What you have to do: For the word "linejoin", work out how many lines in the records below contain it and state that count alone.

(Stored data)
--- START ---
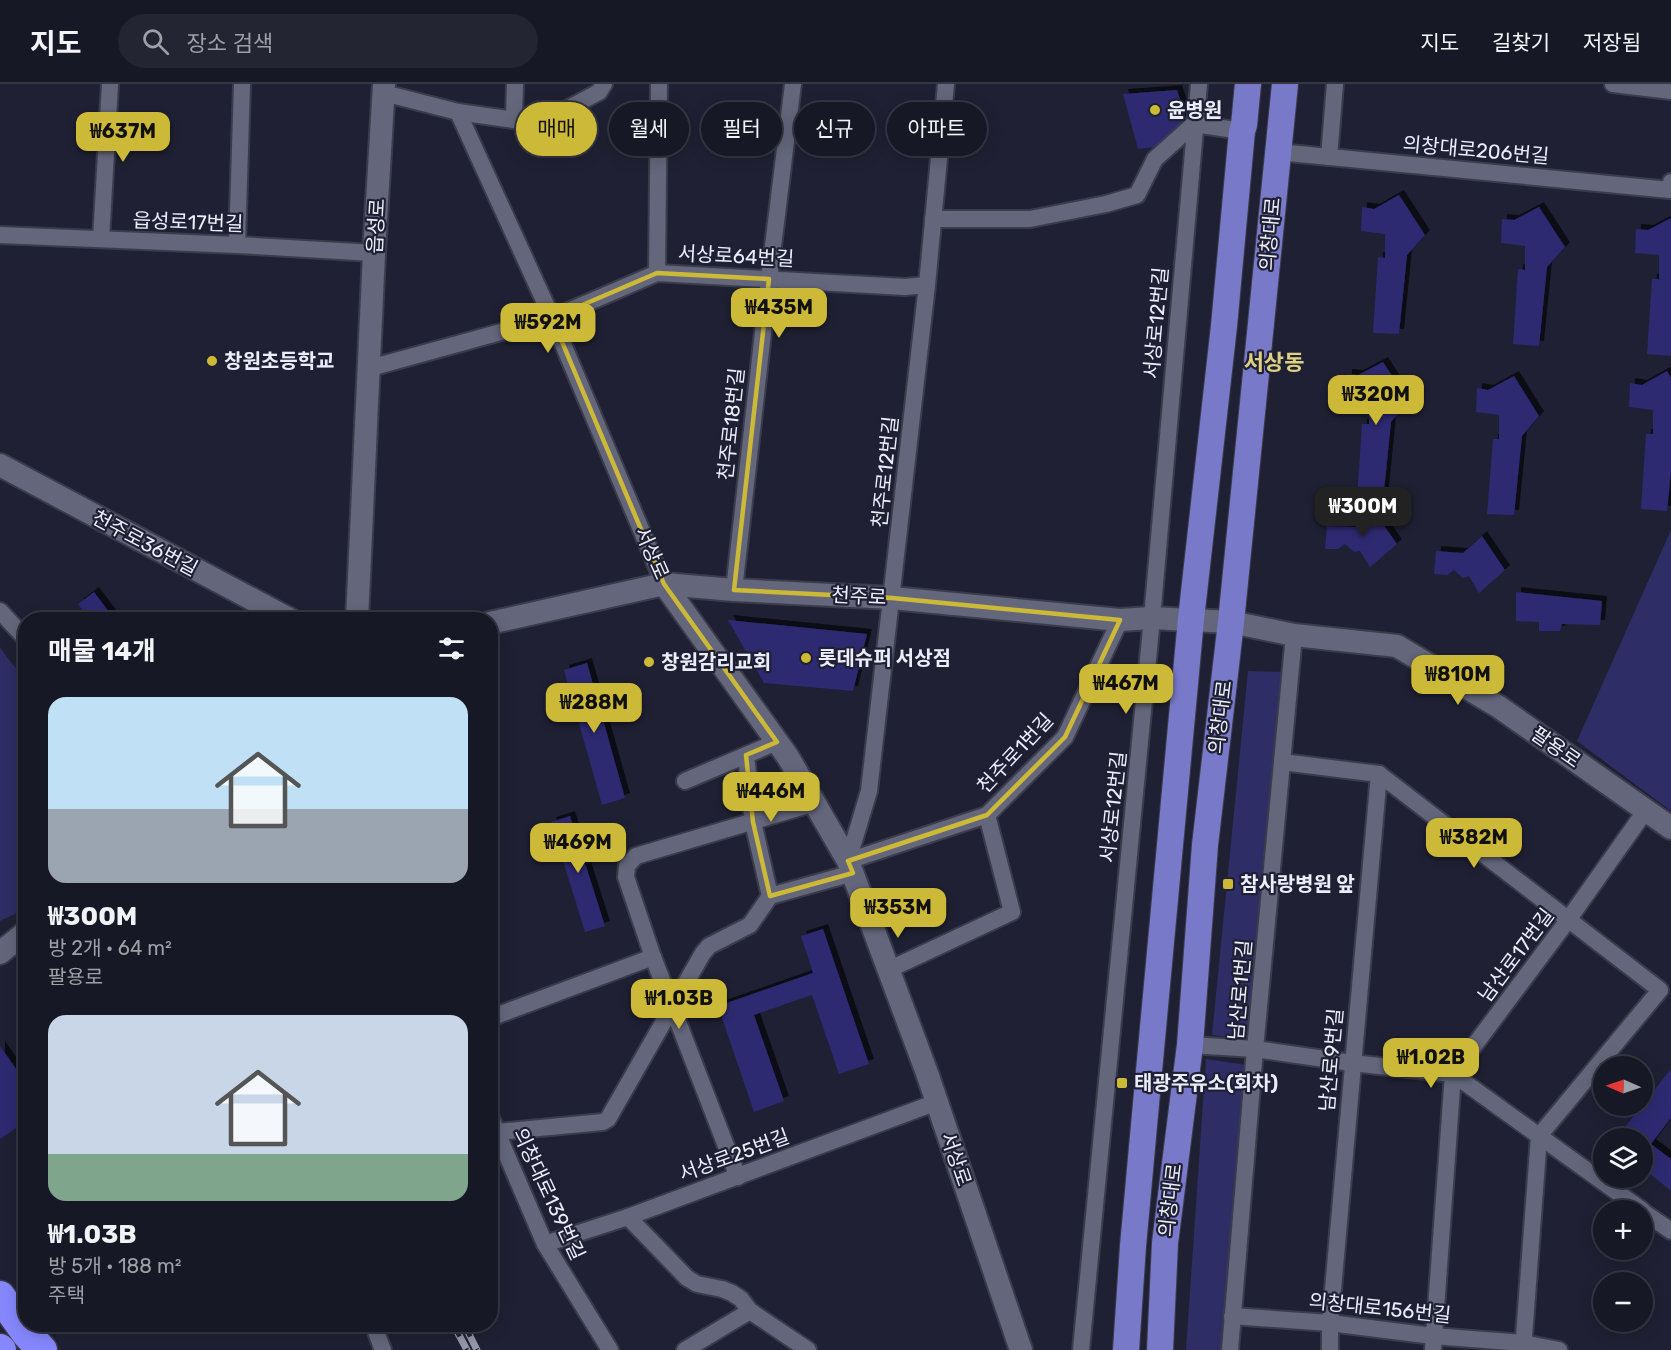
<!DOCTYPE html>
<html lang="ko">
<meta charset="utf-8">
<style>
:root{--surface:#171826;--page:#242532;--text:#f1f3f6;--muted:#9ea0a7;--line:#363743;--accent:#cdb938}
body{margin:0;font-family:Rubik,"Noto Sans KR",sans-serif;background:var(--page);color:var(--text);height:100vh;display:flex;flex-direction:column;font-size:22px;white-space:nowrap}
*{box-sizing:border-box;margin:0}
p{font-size:20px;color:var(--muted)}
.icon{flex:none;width:33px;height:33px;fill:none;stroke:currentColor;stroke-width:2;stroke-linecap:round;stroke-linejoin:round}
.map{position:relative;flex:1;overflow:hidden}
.side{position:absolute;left:18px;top:528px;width:480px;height:720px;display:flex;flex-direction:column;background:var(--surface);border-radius:24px;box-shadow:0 3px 15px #0003,0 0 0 2px var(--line)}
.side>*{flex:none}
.top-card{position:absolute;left:516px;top:18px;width:570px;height:54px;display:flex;gap:12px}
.needle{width:39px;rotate:272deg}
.fabs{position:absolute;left:1593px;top:972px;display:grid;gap:12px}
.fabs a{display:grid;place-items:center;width:60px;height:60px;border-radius:50%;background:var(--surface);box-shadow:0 3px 15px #0003,0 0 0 2px var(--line);font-size:30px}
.price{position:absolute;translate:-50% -51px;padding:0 14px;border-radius:12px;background:var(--accent);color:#111;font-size:20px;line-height:39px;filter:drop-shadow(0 2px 3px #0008)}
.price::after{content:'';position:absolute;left:50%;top:36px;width:18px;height:14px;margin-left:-9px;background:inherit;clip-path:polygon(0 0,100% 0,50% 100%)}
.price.selected{background:#222;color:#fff}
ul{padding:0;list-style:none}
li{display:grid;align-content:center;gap:12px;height:318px;padding:0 30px}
li span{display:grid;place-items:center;height:186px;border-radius:18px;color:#555}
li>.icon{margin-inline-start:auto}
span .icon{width:108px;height:108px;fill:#fffc;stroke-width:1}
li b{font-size:26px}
h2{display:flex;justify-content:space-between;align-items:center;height:72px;padding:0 30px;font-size:26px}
.chip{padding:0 21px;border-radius:27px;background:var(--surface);box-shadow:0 3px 15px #0003,0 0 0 2px var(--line);font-size:21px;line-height:54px}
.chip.selected{background:var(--accent);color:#111}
header{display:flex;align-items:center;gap:36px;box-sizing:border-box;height:84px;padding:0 30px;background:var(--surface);border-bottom:2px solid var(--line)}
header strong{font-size:28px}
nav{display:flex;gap:33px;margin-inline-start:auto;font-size:21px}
.search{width:420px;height:54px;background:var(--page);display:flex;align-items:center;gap:15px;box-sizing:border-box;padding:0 21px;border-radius:33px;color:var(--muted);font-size:22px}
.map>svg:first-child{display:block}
.green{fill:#2e2d65}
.building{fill:#2d2972;filter:url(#shadow)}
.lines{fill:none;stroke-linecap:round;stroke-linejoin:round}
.street-casing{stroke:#3b3c4b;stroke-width:20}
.secondary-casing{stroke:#3b3c4b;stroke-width:26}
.primary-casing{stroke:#3b3c4b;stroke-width:28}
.highway-casing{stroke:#3b3c4b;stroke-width:33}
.street{stroke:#64677c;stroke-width:16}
.secondary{stroke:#64677c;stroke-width:22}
.primary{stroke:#787ac9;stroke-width:26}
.highway{stroke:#8687fd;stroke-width:30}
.rail-casing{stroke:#9697a7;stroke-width:7}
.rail{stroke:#1f2033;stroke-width:4.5;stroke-dasharray:14;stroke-linecap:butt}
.marked{fill:none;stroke:#cdb938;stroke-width:4.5;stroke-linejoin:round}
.poi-dot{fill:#cdb938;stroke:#1f2033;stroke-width:2}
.labels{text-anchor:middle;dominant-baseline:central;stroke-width:4.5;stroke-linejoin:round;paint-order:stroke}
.poi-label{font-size:20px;font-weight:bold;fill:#ecedfa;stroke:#1f2033;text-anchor:start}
.street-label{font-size:20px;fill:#ecedfa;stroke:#1f2033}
.quarter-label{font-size:22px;font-weight:bold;fill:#ddd082;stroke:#1f2033}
</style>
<header>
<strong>지도</strong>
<div class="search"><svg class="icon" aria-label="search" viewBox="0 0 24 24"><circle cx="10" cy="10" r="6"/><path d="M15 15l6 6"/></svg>장소 검색</div>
<nav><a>지도</a><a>길찾기</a><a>저장됨</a></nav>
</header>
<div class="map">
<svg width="1671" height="1266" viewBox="0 0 1671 1266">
<defs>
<filter id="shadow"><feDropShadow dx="5" dy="-5" stdDeviation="0" flood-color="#0009"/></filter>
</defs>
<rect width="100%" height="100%" fill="#1f2033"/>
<g class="green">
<path d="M1671,446V727L1577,657Z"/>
<path d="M0,564L25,596V822L17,829L0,837Z"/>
<path d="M1248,587L1284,588L1249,956L1212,951Z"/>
<path d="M1206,975L1248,981L1224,1266H1186Z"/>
</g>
<g class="building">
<path d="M1177,6L1188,41L1163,62L1138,65L1123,10Z"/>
<path d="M1399,111L1425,151L1407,171L1399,250L1373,249L1378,173L1385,174V150L1361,147L1362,123L1374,125Z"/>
<path d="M1539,123L1565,163L1547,183L1539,262L1513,260L1518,185L1525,186V162L1501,159L1502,135L1514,136Z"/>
<path d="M1671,134V272L1647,270L1652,195H1659V171L1635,169L1636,145L1648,146Z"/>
<path d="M1383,278L1409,318L1391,338L1383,417L1357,415L1362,340H1369V316L1346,314L1347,290L1358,291Z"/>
<path d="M1667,287L1671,294V387L1667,427L1641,425L1646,350H1653V326L1629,323L1630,299L1642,301Z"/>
<path d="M1514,292L1539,332L1522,352L1514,431L1487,430L1493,355H1499V331L1476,328L1477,304L1488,306Z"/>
<path d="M1373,426L1397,460L1370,483L1360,467L1354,468L1345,460L1338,465H1325L1327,442L1355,443Z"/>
<path d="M1482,452L1505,486L1479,509L1469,492L1463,494L1454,486L1447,491L1434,490L1436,467L1463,469Z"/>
<path d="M94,508L115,536H90L78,520Z"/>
<path d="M1516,508L1602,517L1600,541L1562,540L1560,547H1539V538L1516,537Z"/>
<path d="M728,536L867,550L853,607L764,599Z"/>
<path d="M587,579L625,714L602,721L564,586Z"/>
<path d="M570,732L605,842L585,848L551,738Z"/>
<path d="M823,845L869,980L839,990L812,911L754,931L784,1017L754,1028L718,922L813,889L801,852Z"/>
<path d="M0,962L26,999V1037L0,1055Z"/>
<path d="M1671,985V1034L1651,1060L1671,1075V1107L1642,1083V1054H1616Z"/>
</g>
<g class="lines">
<g class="street-casing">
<g id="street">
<path d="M1613,0L1671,7"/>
<path d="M384,9L458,28L514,36L550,34L599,8L604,0"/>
<path d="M458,28L552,234L664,500"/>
<path d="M514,36L515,0"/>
<path d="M1278,68L1670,106L1671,98"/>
<path d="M1329,73L1335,0"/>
<path d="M933,135H1030L1106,120L1137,111L1155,75L1194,40L1242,47"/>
<path d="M0,151L237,161L374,169"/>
<path d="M101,155L110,0"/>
<path d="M237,161L242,0"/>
<path d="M657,189L659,0"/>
<path d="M370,284L552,234L657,189L905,203L927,201"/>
<path d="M734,506L769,195L793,0"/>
<path d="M0,527L26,555"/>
<path d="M746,671L753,738L770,812"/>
<path d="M1282,678L1379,690L1660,906L1539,1052L1523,1266"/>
<path d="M685,697L777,658"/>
<path d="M848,777L869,707L927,201L946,0"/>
<path d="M848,777L987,731L1065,653L1120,536"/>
<path d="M888,886L1012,828L987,731"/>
<path d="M490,934L653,873"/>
<path d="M1190,961L1255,965L1352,979L1453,990L1642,1126"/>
<path d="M490,1032L545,1160L610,1266"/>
<path d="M497,1048L603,1038L608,1035L703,869L709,862L750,841L770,812L853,789"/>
<path d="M738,1093L653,873L626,793L627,782L636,772L815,719"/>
<path d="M1642,1127L1671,1147"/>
<path d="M628,1133L687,1194L697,1200L722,1205L732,1209L741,1215L750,1227L808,1266"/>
<path d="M545,1160L628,1133L937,1018"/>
<path d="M1232,1232L1330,1239L1433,1252L1523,1259L1559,1266"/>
<path d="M373,1240L383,1266"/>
<path d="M685,1266L750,1227"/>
<path d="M1081,1266L1152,534L1199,0"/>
<path d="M1230,1266L1255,965L1294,551"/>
<path d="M1330,1266V1239L1379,690"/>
<path d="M1433,1266L1453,990L1568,836L1646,726"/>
</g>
</g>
<g class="secondary-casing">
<g id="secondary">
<path d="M0,381L291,536"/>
<path d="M664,500L788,673L848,777L927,989L1021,1266"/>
<path d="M357,536L374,169L384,0"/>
<path d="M490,539L664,500L734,506L892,514L1120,536L1152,534L1231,538L1294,551L1397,562L1499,623L1671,744"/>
<path d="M0,869L26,848"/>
</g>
</g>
<g class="primary-casing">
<g id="primary">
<path d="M1126,1266L1133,1162L1149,987L1191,535L1224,242L1242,47L1244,41L1248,0"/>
<path d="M1160,1266L1165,1159L1190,961L1205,761L1231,538L1285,0"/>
</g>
</g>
<g class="highway-casing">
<g id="highway">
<path d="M0,1212L27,1250L42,1266"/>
<path d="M0,1265L1,1266"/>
</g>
</g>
<use href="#street" class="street"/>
<use href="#secondary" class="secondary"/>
<use href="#primary" class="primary"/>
<use href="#highway" class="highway"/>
<g class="rail-casing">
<g id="rail">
<path d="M453,1240L467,1266"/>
<path d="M464,1240L477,1266"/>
</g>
</g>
<use href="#rail" class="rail"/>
</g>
<path class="marked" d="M657,189L769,195L734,506L892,514L1120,536L1065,653L987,731L848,777L853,789L770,812L753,738L746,671L777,658L664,500L552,234Z"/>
<g class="poi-dot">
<circle cx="1155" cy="26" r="6"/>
<circle cx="212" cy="277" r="6"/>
<circle cx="806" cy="574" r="6"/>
<circle cx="649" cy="578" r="6"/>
<rect x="1222" y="794" width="12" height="12" rx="3"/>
<rect x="1116" y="993" width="12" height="12" rx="3"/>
</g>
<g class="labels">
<g class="poi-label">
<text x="1167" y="26">윤병원</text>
<text x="224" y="277">창원초등학교</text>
<text x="818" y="574">롯데슈퍼 서상점</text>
<text x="661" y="578">창원감리교회</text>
<text x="1240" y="800">참사랑병원 앞</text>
<text x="1134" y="999">태광주유소(회차)</text>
</g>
<g class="street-label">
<text transform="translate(1476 66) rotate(5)">의창대로206번길</text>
<text transform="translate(188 138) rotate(2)">읍성로17번길</text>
<text transform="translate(376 142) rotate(-87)">읍성로</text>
<text transform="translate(1270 150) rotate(-85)">의창대로</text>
<text transform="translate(736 172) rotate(3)">서상로64번길</text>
<text transform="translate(1156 239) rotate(-85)">서상로12번길</text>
<text transform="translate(731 340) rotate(-84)">천주로18번길</text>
<text transform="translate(885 388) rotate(-84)">천주로12번길</text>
<text transform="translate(145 459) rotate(28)">천주로36번길</text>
<text transform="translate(652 469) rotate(66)">서상로</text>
<text transform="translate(859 512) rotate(3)">천주로</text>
<text transform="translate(1220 633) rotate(-83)">의창대로</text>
<text transform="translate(1556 663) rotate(35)">팔용로</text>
<text transform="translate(1015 669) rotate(-47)">천주로1번길</text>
<text transform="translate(1113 723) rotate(-84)">서상로12번길</text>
<text transform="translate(1516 871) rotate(-53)">남산로17번길</text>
<text transform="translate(1240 906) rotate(-85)">남산로1번길</text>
<text transform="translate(1331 976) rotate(-85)">남산로9번길</text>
<text transform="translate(734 1071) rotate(-20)">서상로25번길</text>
<text transform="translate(956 1075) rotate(71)">서상로</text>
<text transform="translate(549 1110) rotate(65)">의창대로139번길</text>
<text transform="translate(1170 1116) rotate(-83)">의창대로</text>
<text transform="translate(1380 1224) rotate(6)">의창대로156번길</text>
</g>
<g class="quarter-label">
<text x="1274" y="278">서상동</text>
</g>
</g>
</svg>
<div class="fabs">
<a><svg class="needle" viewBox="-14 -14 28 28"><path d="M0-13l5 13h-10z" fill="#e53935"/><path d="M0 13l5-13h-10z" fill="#9ea0a7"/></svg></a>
<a><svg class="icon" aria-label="layers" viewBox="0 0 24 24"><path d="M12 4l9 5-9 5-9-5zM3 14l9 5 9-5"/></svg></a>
<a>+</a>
<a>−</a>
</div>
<b class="price" style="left:123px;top:79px">₩637M</b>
<b class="price" style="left:779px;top:255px">₩435M</b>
<b class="price" style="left:548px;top:270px">₩592M</b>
<b class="price" style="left:1376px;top:342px">₩320M</b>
<b class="price selected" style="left:1363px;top:454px">₩300M</b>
<b class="price" style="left:1458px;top:622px">₩810M</b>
<b class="price" style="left:1126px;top:631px">₩467M</b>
<b class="price" style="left:594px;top:650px">₩288M</b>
<b class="price" style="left:771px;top:739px">₩446M</b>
<b class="price" style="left:1474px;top:785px">₩382M</b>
<b class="price" style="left:578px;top:790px">₩469M</b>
<b class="price" style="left:898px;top:855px">₩353M</b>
<b class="price" style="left:679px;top:946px">₩1.03B</b>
<b class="price" style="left:1431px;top:1005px">₩1.02B</b>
<div class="top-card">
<a class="chip selected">매매</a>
<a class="chip">월세</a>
<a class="chip">필터</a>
<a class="chip">신규</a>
<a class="chip">아파트</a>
</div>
<section class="side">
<h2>매물 14개<svg class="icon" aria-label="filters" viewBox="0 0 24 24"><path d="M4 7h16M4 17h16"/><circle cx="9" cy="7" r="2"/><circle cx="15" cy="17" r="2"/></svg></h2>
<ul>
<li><span style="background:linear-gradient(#bfe0f5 60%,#9aa5b1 0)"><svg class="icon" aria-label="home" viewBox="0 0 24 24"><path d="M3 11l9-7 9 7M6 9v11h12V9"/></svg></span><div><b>₩300M</b><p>방 2개 · 64 m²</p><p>팔용로</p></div></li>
<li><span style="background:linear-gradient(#c9d6e8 75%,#7fa58c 0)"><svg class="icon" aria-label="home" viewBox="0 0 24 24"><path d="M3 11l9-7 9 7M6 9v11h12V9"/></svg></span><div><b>₩1.03B</b><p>방 5개 · 188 m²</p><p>주택</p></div></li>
</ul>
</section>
</div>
--- END ---
Solution to the problem: 4